THE RED BULLETIN: You say that you woke up one morning in Peru, didn’t recognise the person in the mirror and decided to quit your addictions cold turkey. Was that hard to maintain?
TOMMIE SUNSHINE: You know what, it was a lot easier than you’d think, because I was so resolute about it and I knew what I had to do. And I knew that none of what I’m doing now could have happened if I had continued down that road. I would have never had a successful production career, I would have never been a successful DJ, I would have never been involved in television and all these things I’m doing now. None of that would have been in the cards. I would have been a guy who was a DJ and who was also a drug pig.
Why were you so resolute?
I saw that electronic music was coming. I could see the tidal wave and I knew that either I was going to be a sacrifice or I was going to be riding the wave. I would have never made it through that 2009 EDM rock-star moment; I would have been the first one to check out. I would have outpartied everybody.
Did you know what to do next?
I’ve never known what I was going to do. Ever. I wake up every morning and I still don’t know what I’ve got to do. When you can remain untethered and just surf the universe, some cool shit happens. You have to be a very particular kind of person to understand that some days it’s going to suck and some days it’s going to be great, and you have to deal with both possibilities. It’s that or you punch a clock and know exactly what you’re going to do every day.

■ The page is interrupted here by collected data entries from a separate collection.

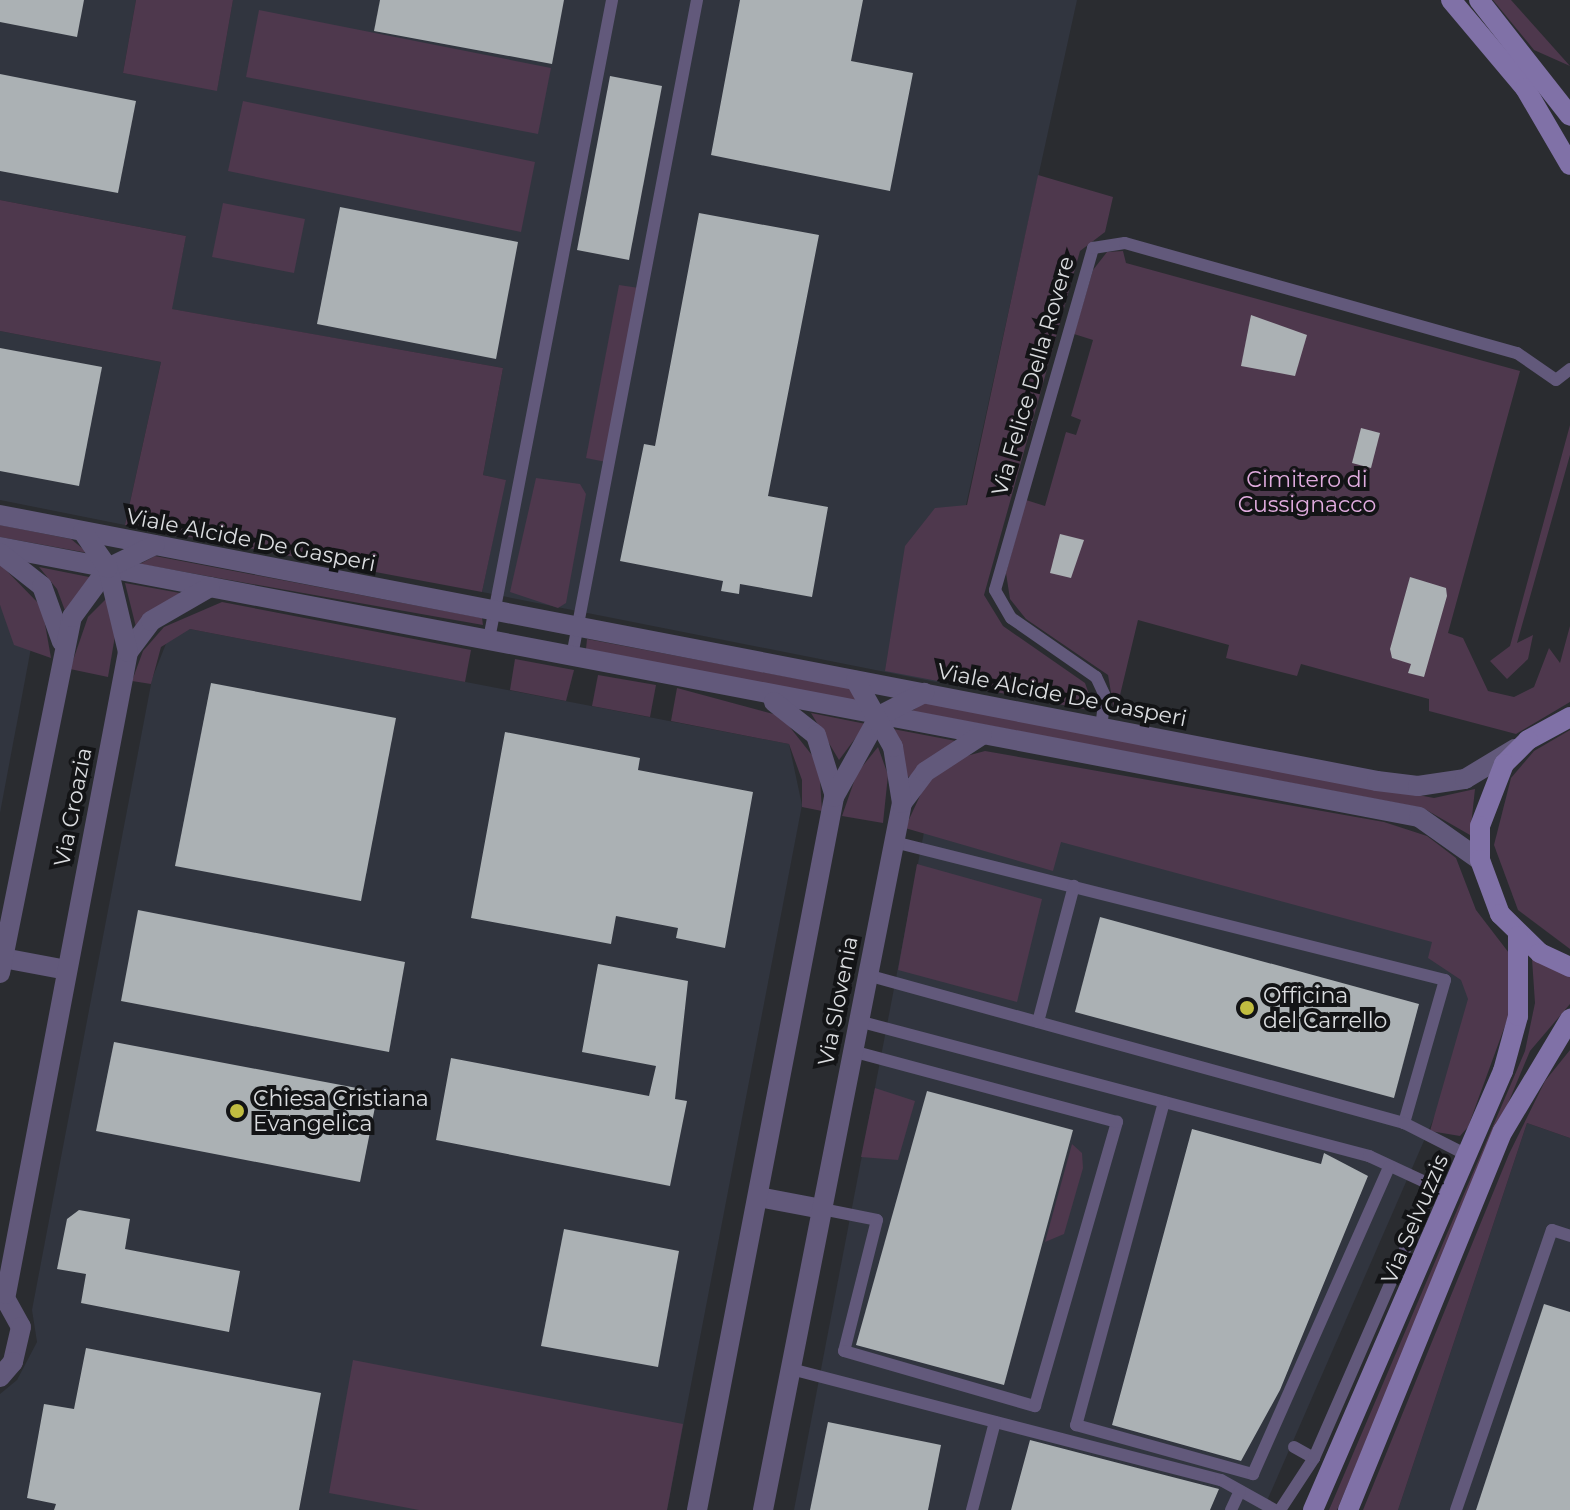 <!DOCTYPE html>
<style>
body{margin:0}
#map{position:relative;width:1570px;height:1510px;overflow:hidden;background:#2a2c30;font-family:Montserrat,sans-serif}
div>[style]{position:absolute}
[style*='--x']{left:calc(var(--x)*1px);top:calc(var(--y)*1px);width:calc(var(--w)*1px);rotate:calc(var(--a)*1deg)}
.built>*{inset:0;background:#31353f}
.green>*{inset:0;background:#4e384d}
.building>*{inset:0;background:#abb1b4}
.lane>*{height:12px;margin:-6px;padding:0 6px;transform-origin:6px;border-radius:6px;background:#62597b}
.street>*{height:20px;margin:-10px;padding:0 10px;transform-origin:10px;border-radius:10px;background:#62597b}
.secondary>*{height:20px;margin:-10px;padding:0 10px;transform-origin:10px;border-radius:10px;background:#8071a7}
.dots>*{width:22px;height:22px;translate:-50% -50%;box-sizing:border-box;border:4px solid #131416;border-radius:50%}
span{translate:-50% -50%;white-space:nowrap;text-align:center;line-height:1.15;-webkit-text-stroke:8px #131416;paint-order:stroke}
.street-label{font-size:22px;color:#dadcdf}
.park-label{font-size:22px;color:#e1acdf}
.poi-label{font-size:22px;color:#dadcdf}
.left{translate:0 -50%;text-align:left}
</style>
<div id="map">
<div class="built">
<i style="clip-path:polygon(0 0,136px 0,123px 73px,217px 90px,233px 0,1077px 0,966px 505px,941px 683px,482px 592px,505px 480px,483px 475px,503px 368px,171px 309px,186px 236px,0 200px)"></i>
<i style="clip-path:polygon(0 331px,161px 362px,125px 525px,0 500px)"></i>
<i style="clip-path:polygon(0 605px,31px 648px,0 813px)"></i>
<i style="clip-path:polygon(190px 629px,789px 744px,802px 805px,667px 1510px,0 1510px,0 1394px,17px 1380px,37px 1342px,32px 1310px,152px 679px,169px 636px)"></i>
<i style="clip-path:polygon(924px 832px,1438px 868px,1498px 971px,1263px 1510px,794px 1510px)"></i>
<i style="clip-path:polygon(1527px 1123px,1570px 1138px,1570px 1510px,1398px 1510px)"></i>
</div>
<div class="green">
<i style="clip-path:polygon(136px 0,233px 0,217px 91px,123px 73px)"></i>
<i style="clip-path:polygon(1493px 0,1511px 0,1570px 66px,1534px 50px)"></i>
<i style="clip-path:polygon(259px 10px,551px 68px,538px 134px,246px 77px)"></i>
<i style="clip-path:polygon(243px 101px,535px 162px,521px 232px,228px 171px)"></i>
<i style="clip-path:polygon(1038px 175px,1113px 197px,1105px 232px,1080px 251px,984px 595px,1003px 626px,1085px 683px,1095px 711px,885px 671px,905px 546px,935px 508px,967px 505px)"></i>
<i style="clip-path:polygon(0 200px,186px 236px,172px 309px,503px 368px,483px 475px,506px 480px,482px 592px,125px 525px,161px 362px,0 331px)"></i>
<i style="clip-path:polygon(223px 203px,305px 219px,294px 273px,212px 257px)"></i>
<i style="clip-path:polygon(1123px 251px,1126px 263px,1520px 371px,1448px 633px,1463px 638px,1488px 691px,1514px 697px,1534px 687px,1549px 648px,1560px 663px,1570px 626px,1570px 702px,1516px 734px,1429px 711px,1429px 699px,1301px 664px,1297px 676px,1226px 658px,1229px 645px,1138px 620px,1115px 716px,1108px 675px,1026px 619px,1010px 599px,1006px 573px,1026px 500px,1045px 506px,1066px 432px,1076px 435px,1081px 420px,1071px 416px,1093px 340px,1074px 334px,1093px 270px,1107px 252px)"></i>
<i style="clip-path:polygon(619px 285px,639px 288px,606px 462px,586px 458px)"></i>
<i style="clip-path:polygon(1570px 425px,1570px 455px,1517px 643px,1533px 635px,1528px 659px,1507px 679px,1490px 661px,1510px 646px)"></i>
<i style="clip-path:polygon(536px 478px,580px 484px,586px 494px,566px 603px,558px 608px,510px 592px)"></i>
<i style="clip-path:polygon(0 525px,71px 539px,88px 553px,0 537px)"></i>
<i style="clip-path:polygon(155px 556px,482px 618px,483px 625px,140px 564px)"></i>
<i style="clip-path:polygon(0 564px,42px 607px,51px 658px,14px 645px,0 605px)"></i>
<i style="clip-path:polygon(39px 567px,94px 578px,67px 616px,57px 589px)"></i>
<i style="clip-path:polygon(125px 583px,180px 593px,136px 627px)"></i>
<i style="clip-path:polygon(106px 599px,115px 636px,108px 677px,70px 669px,88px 617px)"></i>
<i style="clip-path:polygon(222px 602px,471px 650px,465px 682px,190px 629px,161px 647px,151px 684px,132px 681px,143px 651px,164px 627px)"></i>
<i style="clip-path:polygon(587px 639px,853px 689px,862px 702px,586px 649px)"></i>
<i style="clip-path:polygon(515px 659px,574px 670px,566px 701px,510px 690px)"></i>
<i style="clip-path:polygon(598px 675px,656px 685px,650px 717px,592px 706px)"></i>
<i style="clip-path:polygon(677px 688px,781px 716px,819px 764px,822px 811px,802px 807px,802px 780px,789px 744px,671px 721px)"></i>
<i style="clip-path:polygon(925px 702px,1434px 798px,1475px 789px,1470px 835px,1423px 808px,912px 711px)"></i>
<i style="clip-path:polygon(811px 713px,866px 724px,839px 760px)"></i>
<i style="clip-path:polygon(893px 729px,956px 741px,907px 778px)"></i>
<i style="clip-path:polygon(1570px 730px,1570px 949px,1518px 910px,1494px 845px,1511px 778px,1534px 751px)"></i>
<i style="clip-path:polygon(878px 747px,888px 775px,883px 823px,842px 816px,857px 773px)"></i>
<i style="clip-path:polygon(985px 751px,1384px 822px,1427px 836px,1456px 858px,1476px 910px,1509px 953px,1510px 1012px,1468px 1127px,1460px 1136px,1430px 1131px,1468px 999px,1461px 980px,1428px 958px,1432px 942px,1061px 842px,1053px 871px,905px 828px,925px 785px,959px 758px)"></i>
<i style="clip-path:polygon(917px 864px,1042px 899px,1017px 1002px,898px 970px)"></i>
<i style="clip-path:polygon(1532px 959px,1570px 974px,1570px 1004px,1530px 1051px,1337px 1510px,1329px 1510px,1525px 1051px,1535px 1003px)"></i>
<i style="clip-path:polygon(1570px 1050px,1570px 1138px,1527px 1123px,1398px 1510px,1363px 1510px,1509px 1154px,1545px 1081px)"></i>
<i style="clip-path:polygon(875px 1088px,915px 1101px,898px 1160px,861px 1157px)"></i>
<i style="clip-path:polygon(1072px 1144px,1082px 1153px,1083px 1168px,1064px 1234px,1045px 1242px)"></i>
<i style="clip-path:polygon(353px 1360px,683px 1424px,667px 1510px,419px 1510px,329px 1493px)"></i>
</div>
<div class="building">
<i style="clip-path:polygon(0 0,84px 0,77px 37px,0 22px)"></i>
<i style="clip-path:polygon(380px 0,564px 0,552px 64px,374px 31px)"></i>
<i style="clip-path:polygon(740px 0,863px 0,851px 61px,913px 73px,890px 191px,711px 155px)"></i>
<i style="clip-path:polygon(0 74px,136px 101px,118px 193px,0 171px)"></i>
<i style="clip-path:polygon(610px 76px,662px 86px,629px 260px,577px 250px)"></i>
<i style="clip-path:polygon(340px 207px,518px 242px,496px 359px,317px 324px)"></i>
<i style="clip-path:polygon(699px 213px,819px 235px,768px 496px,828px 507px,812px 597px,740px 584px,739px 594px,721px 591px,723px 581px,620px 561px,644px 444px,655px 446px)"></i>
<i style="clip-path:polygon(1251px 315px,1307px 335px,1295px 376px,1241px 366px)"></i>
<i style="clip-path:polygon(0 348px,102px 367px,79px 486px,0 471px)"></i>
<i style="clip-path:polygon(1361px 428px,1380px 433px,1371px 468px,1352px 463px)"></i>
<i style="clip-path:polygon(1060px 534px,1084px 540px,1071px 578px,1050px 573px)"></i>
<i style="clip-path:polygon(1410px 577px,1446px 588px,1447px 596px,1424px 677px,1408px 673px,1411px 664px,1392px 658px,1390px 649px)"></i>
<i style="clip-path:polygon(211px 683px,396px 718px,361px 901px,175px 866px)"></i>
<i style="clip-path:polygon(505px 732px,640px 758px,638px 770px,753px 792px,725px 948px,676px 938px,678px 928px,616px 916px,611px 944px,471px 918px)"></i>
<i style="clip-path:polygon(138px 910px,405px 962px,389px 1052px,121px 1001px)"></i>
<i style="clip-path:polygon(1100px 917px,1419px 1004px,1394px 1098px,1075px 1012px)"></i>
<i style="clip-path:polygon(598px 964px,688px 981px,675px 1099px,687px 1101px,670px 1186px,436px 1140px,451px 1058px,649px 1096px,656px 1066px,582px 1052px)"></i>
<i style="clip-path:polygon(114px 1042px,378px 1092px,360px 1182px,96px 1131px)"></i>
<i style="clip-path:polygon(927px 1091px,1073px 1130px,1004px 1385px,856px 1345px)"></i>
<i style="clip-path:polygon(1192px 1129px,1321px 1164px,1324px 1153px,1368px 1176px,1280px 1390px,1241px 1461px,1112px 1425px)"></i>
<i style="clip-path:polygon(79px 1210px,130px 1219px,125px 1249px,240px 1271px,229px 1332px,81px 1303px,86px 1274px,57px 1269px,67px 1219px)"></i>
<i style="clip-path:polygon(564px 1229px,679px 1251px,658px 1367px,541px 1346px)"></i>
<i style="clip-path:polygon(1544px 1304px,1570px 1312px,1570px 1510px,1476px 1510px)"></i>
<i style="clip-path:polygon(86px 1348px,321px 1393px,299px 1510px,54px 1510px,56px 1504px,27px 1498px,44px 1404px,74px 1409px)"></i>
<i style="clip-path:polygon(828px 1422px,941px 1445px,928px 1510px,810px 1510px)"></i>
<i style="clip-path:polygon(1030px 1440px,1149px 1471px,1219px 1489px,1210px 1510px,1011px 1510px)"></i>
</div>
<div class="lane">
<i style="--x:489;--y:639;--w:651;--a:-79.1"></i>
<i style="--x:572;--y:656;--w:668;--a:-79.21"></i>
<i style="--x:1101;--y:728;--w:32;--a:-83"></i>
<i style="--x:1105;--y:696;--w:21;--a:-115"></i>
<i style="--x:1096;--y:677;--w:103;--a:-145.2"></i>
<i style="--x:1011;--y:618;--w:32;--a:-120"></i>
<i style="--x:995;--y:590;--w:356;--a:-74"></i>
<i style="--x:1093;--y:248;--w:32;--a:-9"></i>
<i style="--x:1125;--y:243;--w:407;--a:15.7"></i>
<i style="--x:1517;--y:353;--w:47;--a:34.7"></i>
<i style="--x:1556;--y:380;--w:18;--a:-38"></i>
<i style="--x:894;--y:842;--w:568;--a:14.06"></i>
<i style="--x:1445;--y:980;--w:149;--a:106"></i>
<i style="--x:867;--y:975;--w:557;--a:15.41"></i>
<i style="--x:1404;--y:1123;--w:71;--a:26.9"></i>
<i style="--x:858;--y:1021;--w:529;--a:14.8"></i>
<i style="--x:1369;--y:1156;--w:90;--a:24.9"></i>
<i style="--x:1038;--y:1022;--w:141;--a:-75.2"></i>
<i style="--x:1164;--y:1102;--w:335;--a:105.2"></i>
<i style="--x:1076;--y:1425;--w:184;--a:15.5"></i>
<i style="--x:1253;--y:1474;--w:336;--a:-66.1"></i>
<i style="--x:822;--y:1209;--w:56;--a:11.3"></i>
<i style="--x:877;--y:1220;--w:135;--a:104.1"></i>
<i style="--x:844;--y:1351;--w:199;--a:16.1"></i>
<i style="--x:1035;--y:1406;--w:296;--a:-73.9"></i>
<i style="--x:1117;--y:1122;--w:274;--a:-165"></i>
<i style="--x:791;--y:1369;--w:444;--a:14.5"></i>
<i style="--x:1221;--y:1480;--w:62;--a:29.1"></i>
<i style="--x:1294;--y:1447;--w:23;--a:29"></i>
<i style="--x:972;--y:1510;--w:91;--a:-75.4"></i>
<i style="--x:1231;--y:1510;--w:21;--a:-65"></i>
<i style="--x:1280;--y:1510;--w:62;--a:-56.8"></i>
<i style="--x:1314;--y:1458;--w:295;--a:-66.4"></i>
<i style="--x:1456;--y:1510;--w:296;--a:-71.1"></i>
<i style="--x:1552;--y:1230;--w:19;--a:18"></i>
</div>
<div class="street">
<i style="--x:0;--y:515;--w:1402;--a:10.93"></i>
<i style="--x:1377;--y:781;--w:41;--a:7"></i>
<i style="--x:1418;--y:786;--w:48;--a:-8.5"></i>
<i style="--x:1465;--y:779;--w:58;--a:-31"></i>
<i style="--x:0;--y:547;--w:1444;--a:10.77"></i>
<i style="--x:1419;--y:817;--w:75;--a:35.2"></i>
<i style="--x:0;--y:553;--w:53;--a:38.2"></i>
<i style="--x:42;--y:586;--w:59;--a:70.3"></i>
<i style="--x:128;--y:652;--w:39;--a:-53"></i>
<i style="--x:151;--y:621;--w:68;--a:-30"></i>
<i style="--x:774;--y:702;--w:53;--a:38.2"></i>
<i style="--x:816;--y:735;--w:61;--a:72.8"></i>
<i style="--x:902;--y:803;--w:39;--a:-53"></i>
<i style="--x:925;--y:772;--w:68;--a:-33"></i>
<i style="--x:3;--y:958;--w:65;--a:10.6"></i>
<i style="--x:0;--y:973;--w:363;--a:-78.6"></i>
<i style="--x:72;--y:617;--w:61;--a:-53.7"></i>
<i style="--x:108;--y:568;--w:52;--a:-26.1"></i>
<i style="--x:759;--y:1197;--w:64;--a:10.8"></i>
<i style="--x:0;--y:1289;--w:43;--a:61.1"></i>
<i style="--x:21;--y:1327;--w:36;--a:103"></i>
<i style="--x:13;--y:1362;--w:20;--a:131"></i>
<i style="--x:6;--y:1294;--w:653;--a:-79.24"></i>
<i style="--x:128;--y:652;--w:86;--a:-103.4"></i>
<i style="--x:108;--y:568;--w:44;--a:-124.8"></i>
<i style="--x:697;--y:1510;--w:726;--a:-79.12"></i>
<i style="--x:834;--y:797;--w:93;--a:-60.9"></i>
<i style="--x:879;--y:716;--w:51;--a:-27.1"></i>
<i style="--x:763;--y:1510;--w:721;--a:-78.88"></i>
<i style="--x:902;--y:803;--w:57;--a:-99.1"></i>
<i style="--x:893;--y:747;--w:76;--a:-119.3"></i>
</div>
<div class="secondary">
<i style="--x:1451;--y:0;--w:115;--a:49.9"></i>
<i style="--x:1525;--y:88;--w:89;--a:59.7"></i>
<i style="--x:1479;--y:0;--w:147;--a:51.9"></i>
<i style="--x:1570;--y:717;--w:48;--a:151.3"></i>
<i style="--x:1528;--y:740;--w:34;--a:135"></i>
<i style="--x:1504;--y:764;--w:66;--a:111.2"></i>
<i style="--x:1480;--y:826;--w:34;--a:90"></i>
<i style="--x:1480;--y:860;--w:58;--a:69.7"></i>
<i style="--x:1500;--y:914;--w:56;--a:44.3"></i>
<i style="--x:1540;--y:953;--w:33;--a:25"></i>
<i style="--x:1313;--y:1510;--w:478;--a:-66.6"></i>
<i style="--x:1503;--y:1071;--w:57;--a:-74.7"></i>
<i style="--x:1518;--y:1016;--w:80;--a:-90"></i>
<i style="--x:1348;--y:1510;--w:409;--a:-67.8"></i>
<i style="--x:1503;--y:1131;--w:131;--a:-59.1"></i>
</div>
<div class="dots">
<i style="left:1247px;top:1008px;background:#c1bd40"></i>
<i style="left:237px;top:1111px;background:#c1bd40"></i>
</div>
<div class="street-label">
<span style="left:1033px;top:376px;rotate:-74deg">Via Felice Della Rovere</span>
<span style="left:251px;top:540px;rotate:11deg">Viale Alcide De Gasperi</span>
<span style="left:1062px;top:695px;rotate:11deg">Viale Alcide De Gasperi</span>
<span style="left:73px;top:807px;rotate:-79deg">Via Croazia</span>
<span style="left:838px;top:1001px;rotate:-79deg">Via Slovenia</span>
<span style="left:1415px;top:1219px;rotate:-67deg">Via Selvuzzis</span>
</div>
<div class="park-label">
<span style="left:1307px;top:492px">Cimitero di<br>Cussignacco</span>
</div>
<div class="poi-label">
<span class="left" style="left:1263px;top:1008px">Officina<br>del Carrello</span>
<span class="left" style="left:253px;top:1111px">Chiesa Cristiana<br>Evangelica</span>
</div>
</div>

And you were smart, because EDM is now a multibillion-dollar industry. DJs like Calvin Harris are earning $75 million a year.
He’s a talented guy and he’s made a lot of songs that people will sing for the rest of their lives. Someone deserves that. I’d rather him have it than some promoter have it. Why not? I think we’ve seen such a monumental growth in the amount of money it makes, the attention it gets. All that really matters to me is that when I play a gig, I look out at the crowd and see one person dancing with their eyes closed and alone. That presses the reset button and I’m good for another 10 years. And I always see it. There’s always someone in any room, in any festival, who’s having that same transcendental experience that I had when I first heard electronic music.
But your industry has its fair share of cynicism, too. How do you overcome that?
You don’t play ball. If I walk into a room and I acknowledge it’s a hostile environment, I withdraw. It’s like, “I’ll come back when you calm down.” I’ve had to fire managers and walk away from record deals and booking agents, and that totally affected me.
Did you ever have moments of doubt on those occasions?
You have to be a pretty confident person to make those decisions, otherwise you’re just reckless. You have to have faith in yourself that there’s a better situation for you out there. I think that stops most people from changing anything in their lives. They think that they can’t do something better, or they don’t deserve something better. And I’ve gotten over both of those.